• _TASK_:
Once the line containing "M270,718L291,720L285,762L264,759Z" is found in the records below, return it and each following line exactly, up to and including the line containing "M1900,780L1922,792", and nothing else.

• _DATA SHOWN_:
####################

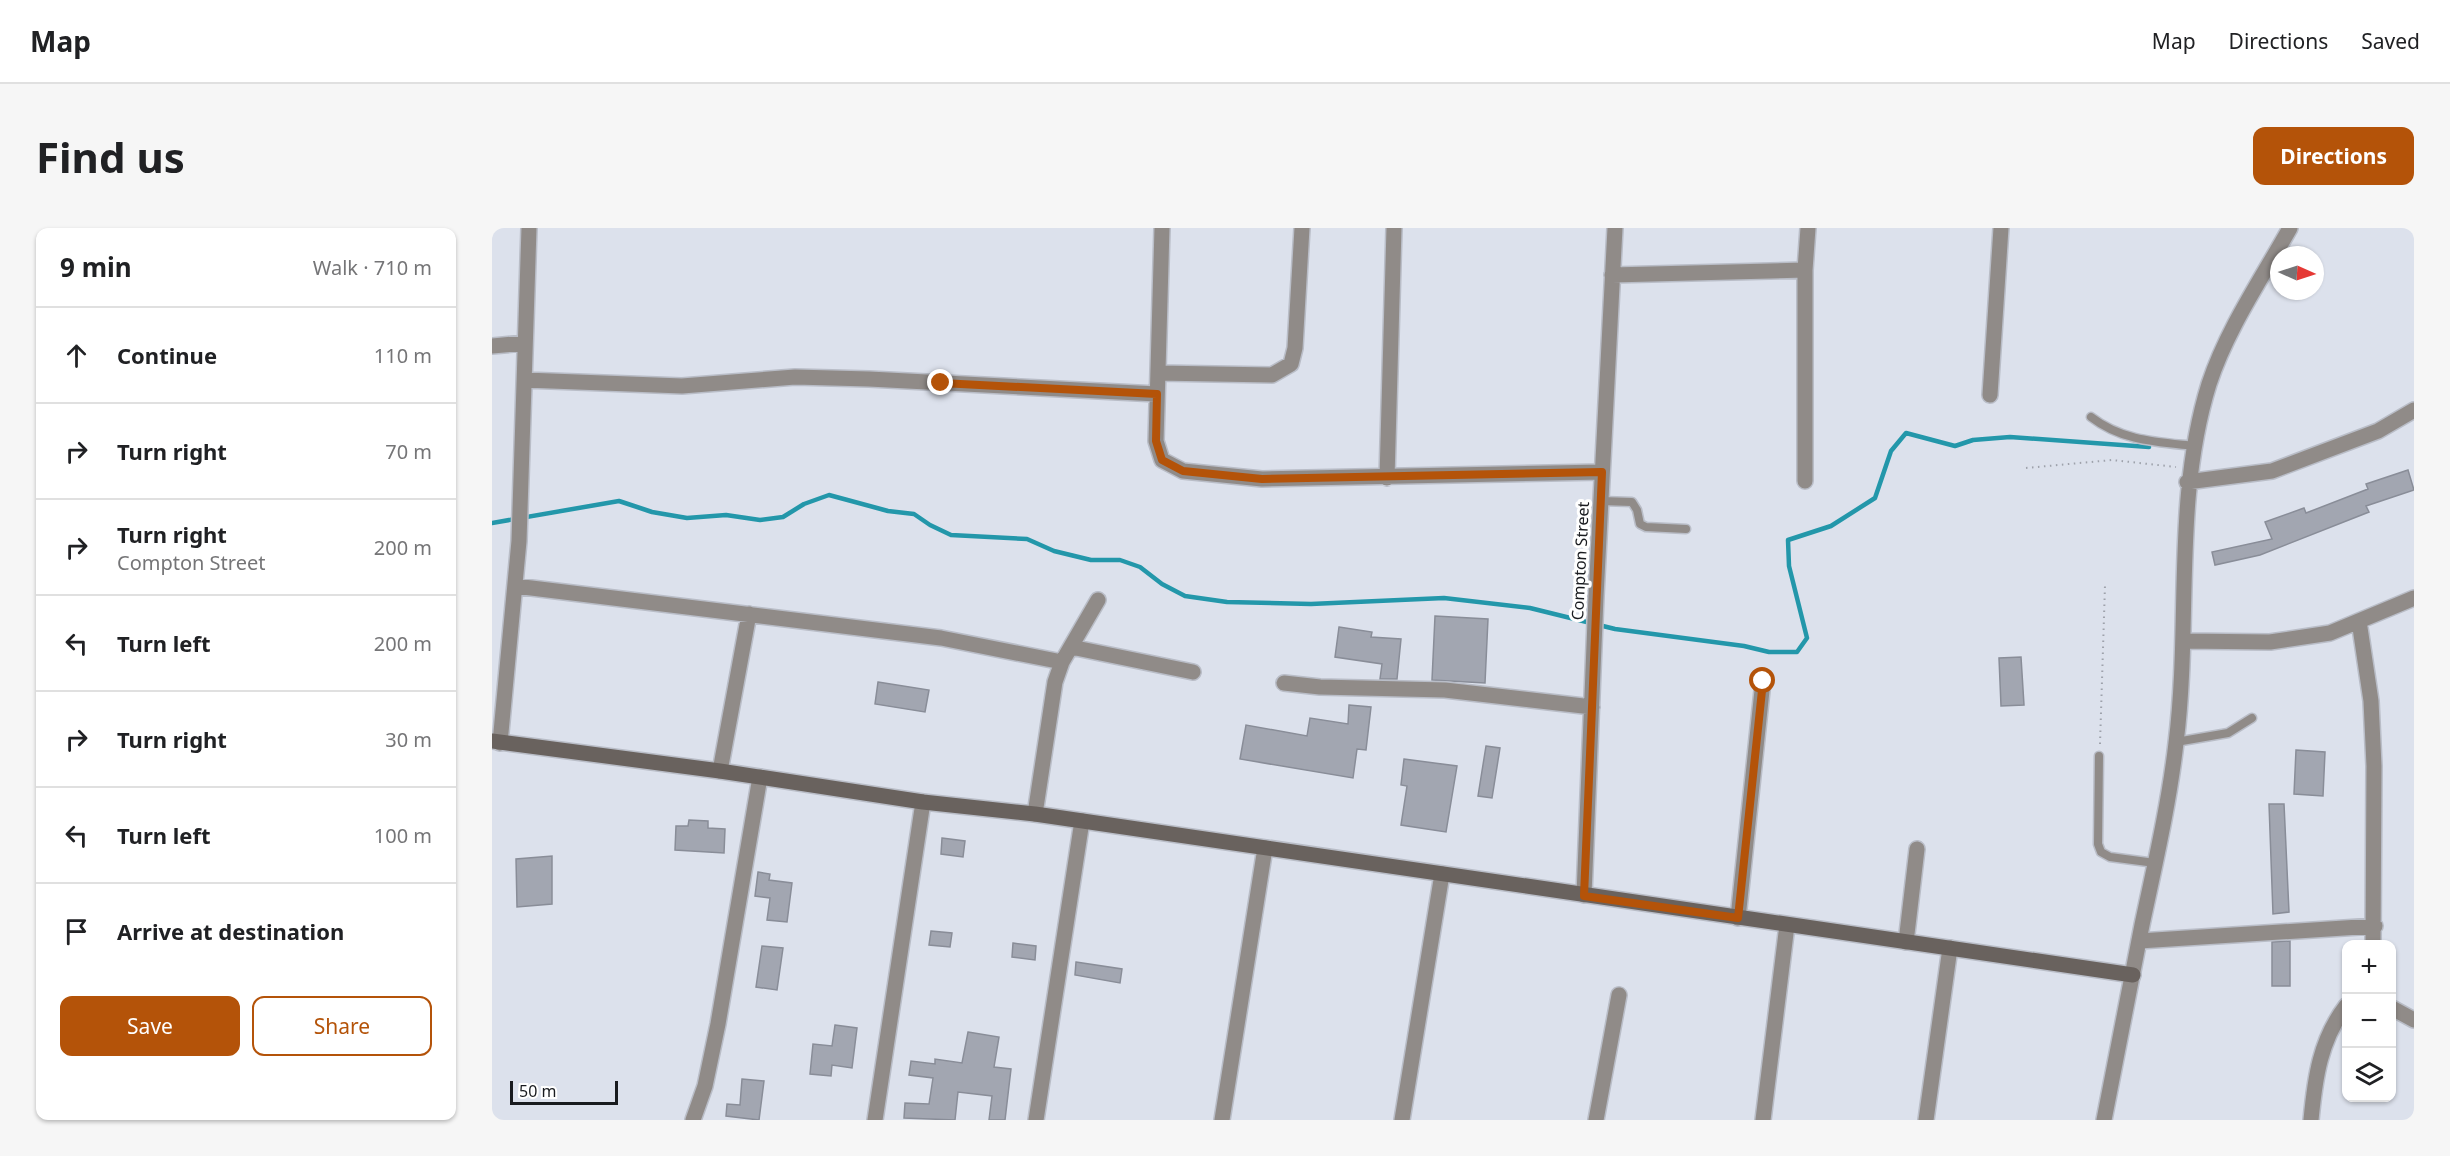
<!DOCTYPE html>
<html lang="en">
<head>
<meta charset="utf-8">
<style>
	body { margin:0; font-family:"Noto Sans",sans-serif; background:#f6f6f6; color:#202124 }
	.controls { position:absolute; right:18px; bottom:18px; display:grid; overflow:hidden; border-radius:12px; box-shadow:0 2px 4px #0004 }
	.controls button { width:54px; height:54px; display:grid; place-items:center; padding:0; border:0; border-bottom:2px solid #e0e0e0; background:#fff; color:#202124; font:30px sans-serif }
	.compass { position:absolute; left:1778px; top:18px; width:54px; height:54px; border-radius:50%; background:#fff; box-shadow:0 2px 4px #0004; rotate:93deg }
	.scale { position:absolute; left:18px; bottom:15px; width:108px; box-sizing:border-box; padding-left:6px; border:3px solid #191b1f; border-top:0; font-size:16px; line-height:21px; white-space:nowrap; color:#191b1f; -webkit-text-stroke:4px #fff; paint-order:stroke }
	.stop { position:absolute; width:18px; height:18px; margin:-14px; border:4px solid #b45309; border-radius:50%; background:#fff }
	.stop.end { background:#b45309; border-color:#fff; box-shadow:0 2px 6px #0008 }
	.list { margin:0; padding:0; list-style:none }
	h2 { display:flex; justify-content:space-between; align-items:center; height:78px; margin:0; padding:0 24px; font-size:26px }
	h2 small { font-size:20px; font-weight:400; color:#757577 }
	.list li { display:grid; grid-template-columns:39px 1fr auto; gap:18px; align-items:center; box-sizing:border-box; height:96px; padding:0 24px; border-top:2px solid #e0e0e0 }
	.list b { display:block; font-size:22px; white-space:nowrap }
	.list p { margin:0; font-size:20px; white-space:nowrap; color:#757577 }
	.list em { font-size:20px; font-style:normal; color:#757577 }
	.actions { display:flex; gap:12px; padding:18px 24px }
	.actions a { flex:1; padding:14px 0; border:2px solid #b45309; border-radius:12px; text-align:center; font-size:21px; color:#b45309 }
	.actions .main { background:#b45309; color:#fff }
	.icon { flex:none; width:33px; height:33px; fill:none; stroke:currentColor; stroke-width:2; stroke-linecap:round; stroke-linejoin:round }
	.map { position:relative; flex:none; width:1922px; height:892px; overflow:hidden; border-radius:12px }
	header { display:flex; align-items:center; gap:36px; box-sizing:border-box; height:84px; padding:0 30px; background:#fff; border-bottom:2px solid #e0e0e0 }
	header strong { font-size:28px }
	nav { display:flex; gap:33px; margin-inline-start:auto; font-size:21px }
	.intro { display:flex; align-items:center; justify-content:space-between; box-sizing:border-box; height:144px; padding:0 36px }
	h1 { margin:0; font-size:42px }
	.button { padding:15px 27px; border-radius:12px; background:#b45309; color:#fff; font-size:21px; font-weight:700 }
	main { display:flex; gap:36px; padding:0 36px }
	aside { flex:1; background:#fff; border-radius:12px; box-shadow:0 2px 4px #0004 }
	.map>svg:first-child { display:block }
</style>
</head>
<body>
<header>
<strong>Map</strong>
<nav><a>Map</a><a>Directions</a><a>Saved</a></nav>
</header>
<div class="intro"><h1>Find us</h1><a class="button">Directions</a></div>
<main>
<aside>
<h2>9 min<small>Walk · 710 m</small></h2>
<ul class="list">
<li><svg class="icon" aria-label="ahead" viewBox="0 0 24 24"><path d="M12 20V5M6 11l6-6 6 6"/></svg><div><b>Continue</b></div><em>110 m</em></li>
<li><svg class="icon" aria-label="right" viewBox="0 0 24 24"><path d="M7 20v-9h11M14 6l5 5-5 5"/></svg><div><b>Turn right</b></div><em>70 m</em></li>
<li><svg class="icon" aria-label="right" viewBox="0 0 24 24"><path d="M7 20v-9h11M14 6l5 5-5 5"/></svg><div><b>Turn right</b><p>Compton Street</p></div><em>200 m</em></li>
<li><svg class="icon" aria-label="left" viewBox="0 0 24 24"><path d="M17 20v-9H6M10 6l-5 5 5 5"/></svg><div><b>Turn left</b></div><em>200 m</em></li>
<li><svg class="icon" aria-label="right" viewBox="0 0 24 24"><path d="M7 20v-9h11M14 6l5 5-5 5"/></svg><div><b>Turn right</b></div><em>30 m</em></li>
<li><svg class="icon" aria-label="left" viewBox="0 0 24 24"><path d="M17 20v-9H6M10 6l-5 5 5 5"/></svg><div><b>Turn left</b></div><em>100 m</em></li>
<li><svg class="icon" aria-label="arrive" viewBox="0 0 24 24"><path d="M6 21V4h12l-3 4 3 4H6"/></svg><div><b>Arrive at destination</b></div></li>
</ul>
<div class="actions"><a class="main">Save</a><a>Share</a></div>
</aside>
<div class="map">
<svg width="1922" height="892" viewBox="0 0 1922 892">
	<rect width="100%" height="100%" fill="#dce1ec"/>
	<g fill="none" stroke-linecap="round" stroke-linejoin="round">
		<path stroke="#2397aa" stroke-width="4.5" d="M0,295L127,273L160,284L195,290L234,287L268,292L291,289L312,276L337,267L396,283L422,286L438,297L459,307L535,311L562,323L599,332H628L648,339L670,356L693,368L735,374L819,376L952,370L1038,380L1123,401L1252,418L1277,424H1305L1315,410L1297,338L1296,312L1339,298L1383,270L1399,223L1414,205L1463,218L1481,212L1518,209L1657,219"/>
	</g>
	<path fill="#a2a6b1" stroke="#898d98" stroke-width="1.5" d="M1916,242L1922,262L1874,278L1877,284L1768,327L1723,337L1720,324L1780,311L1773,294L1812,280L1814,285L1876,261L1874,256Z
		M943,388L996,391L993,455L940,452Z
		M847,399L880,404L879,409L909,411L905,451H888L890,436L843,429Z
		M1529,429L1532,477L1509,478L1507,430Z
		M386,454L437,462L433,484L383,476Z
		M857,477L879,479L874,522L865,521L861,550L748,531L754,497L815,508L818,490L856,496Z
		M994,518L1008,520L1000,570L986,568Z
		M1804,522L1833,524L1831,568L1802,566Z
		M912,531L965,538L954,604L909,597L915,558L909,557Z
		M1777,576H1792L1797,684L1781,686Z
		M197,592L216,593V600L233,601L232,625L183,622L184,598H196Z
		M450,610L473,613L471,629L449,626Z
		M60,628V676L25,679L24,631Z
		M266,644L278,646L277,652L300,655L295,694L275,692L278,670L263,668Z
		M439,703L460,705L458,719L437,717Z
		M1798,713V758H1780V714Z
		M521,715L544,718L543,732L520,729Z
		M270,718L291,720L285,762L264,759Z
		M584,734L630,741L628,755L583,747Z
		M343,797L365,800L360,840L340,837L339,848L318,846L321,816L340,818Z
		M476,804L507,809L502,839L519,841L513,892H497L500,868L466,864L463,892L412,890L413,875L437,876L441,850L417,847L419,833L443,836V831L470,835Z
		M250,851L272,853L267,892L234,888L235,876L248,877Z"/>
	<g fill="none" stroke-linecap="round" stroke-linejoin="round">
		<g stroke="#b9bdc7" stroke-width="11">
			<path id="lane" d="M1599,189C1630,213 1665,214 1702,218
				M1109,273L1140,274L1145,282L1148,296L1154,299L1194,301
				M1684,514L1736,505L1760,490
				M1607,528L1606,616L1609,624L1618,629L1663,635"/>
		</g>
		<g stroke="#b9bdc7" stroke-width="18">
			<path id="street" d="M670,0L664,213L670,232L691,243L770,251L1110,244
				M1120,47L1313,42
				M0,118L33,115
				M666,145L780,147L799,136L803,120L810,0
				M33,152L190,158L303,149L377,151L665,166
				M1498,167L1509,0
				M895,250L902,0
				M1313,253V42L1316,0
				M1695,254L1780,243L1886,203L1922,182
				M23,358L449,410L570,434
				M1867,393L1879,473L1882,538L1881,716
				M1692,413L1778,414L1838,405L1922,370
				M579,419L701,444
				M792,455L828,459L953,462L1100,479
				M8,515L27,313L37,0
				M228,543L257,386
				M543,586L563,454L570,434L606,372
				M1092,667L1104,368L1123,0
				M1246,690L1271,453
				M1647,713L1883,698
				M1414,714L1425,621
				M1900,780L1922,792
				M201,892L213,858L226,796L268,549
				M383,892L431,574
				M544,892L590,593
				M730,892L773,620
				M910,892L950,646
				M1104,892L1127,767
				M1271,892L1295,697
				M1434,892L1458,720
				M1612,892C1625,827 1637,762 1650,697C1663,636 1677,576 1684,515C1699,395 1681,272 1717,156C1735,101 1770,50 1798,0
				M1819,892C1823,850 1828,812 1854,778"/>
		</g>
		<g stroke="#b9bdc7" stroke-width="18">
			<path id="secondary" d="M0,513L228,543L431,574L543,586L1641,747"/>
		</g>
		<path stroke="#9ea2ab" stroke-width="2" stroke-dasharray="1.5 4.5" stroke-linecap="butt" d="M1534,240L1620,232L1684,239
			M1608,516L1613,357"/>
		<use href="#lane" stroke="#908b88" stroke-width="8"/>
		<use href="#street" stroke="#908b88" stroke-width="15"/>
		<use href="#secondary" stroke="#69625e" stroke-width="15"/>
	</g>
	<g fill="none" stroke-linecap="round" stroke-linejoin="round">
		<path stroke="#b45309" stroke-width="8" d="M449,155L665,166L664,213L670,232L691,243L770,251L1110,244L1092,668L1246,690L1271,453"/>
	</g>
	<g text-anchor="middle" stroke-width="6" stroke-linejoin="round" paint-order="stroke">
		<g font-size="16" fill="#191b1f" stroke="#fff">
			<text transform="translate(1088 333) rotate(-87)" y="6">Compton Street</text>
		</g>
	</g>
</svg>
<div class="controls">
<button>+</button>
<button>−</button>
<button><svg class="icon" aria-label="layers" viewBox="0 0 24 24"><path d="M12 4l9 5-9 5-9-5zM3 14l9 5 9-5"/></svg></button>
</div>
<svg class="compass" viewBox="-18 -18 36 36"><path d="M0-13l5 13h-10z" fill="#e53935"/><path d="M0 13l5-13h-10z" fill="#757577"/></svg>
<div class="scale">50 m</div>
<div class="stop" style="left:1271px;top:453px"></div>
<div class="stop end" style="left:449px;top:155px"></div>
</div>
</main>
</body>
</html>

####################

• _YOUR SOLUTION_:
		M270,718L291,720L285,762L264,759Z
		M584,734L630,741L628,755L583,747Z
		M343,797L365,800L360,840L340,837L339,848L318,846L321,816L340,818Z
		M476,804L507,809L502,839L519,841L513,892H497L500,868L466,864L463,892L412,890L413,875L437,876L441,850L417,847L419,833L443,836V831L470,835Z
		M250,851L272,853L267,892L234,888L235,876L248,877Z"/>
	<g fill="none" stroke-linecap="round" stroke-linejoin="round">
		<g stroke="#b9bdc7" stroke-width="11">
			<path id="lane" d="M1599,189C1630,213 1665,214 1702,218
				M1109,273L1140,274L1145,282L1148,296L1154,299L1194,301
				M1684,514L1736,505L1760,490
				M1607,528L1606,616L1609,624L1618,629L1663,635"/>
		</g>
		<g stroke="#b9bdc7" stroke-width="18">
			<path id="street" d="M670,0L664,213L670,232L691,243L770,251L1110,244
				M1120,47L1313,42
				M0,118L33,115
				M666,145L780,147L799,136L803,120L810,0
				M33,152L190,158L303,149L377,151L665,166
				M1498,167L1509,0
				M895,250L902,0
				M1313,253V42L1316,0
				M1695,254L1780,243L1886,203L1922,182
				M23,358L449,410L570,434
				M1867,393L1879,473L1882,538L1881,716
				M1692,413L1778,414L1838,405L1922,370
				M579,419L701,444
				M792,455L828,459L953,462L1100,479
				M8,515L27,313L37,0
				M228,543L257,386
				M543,586L563,454L570,434L606,372
				M1092,667L1104,368L1123,0
				M1246,690L1271,453
				M1647,713L1883,698
				M1414,714L1425,621
				M1900,780L1922,792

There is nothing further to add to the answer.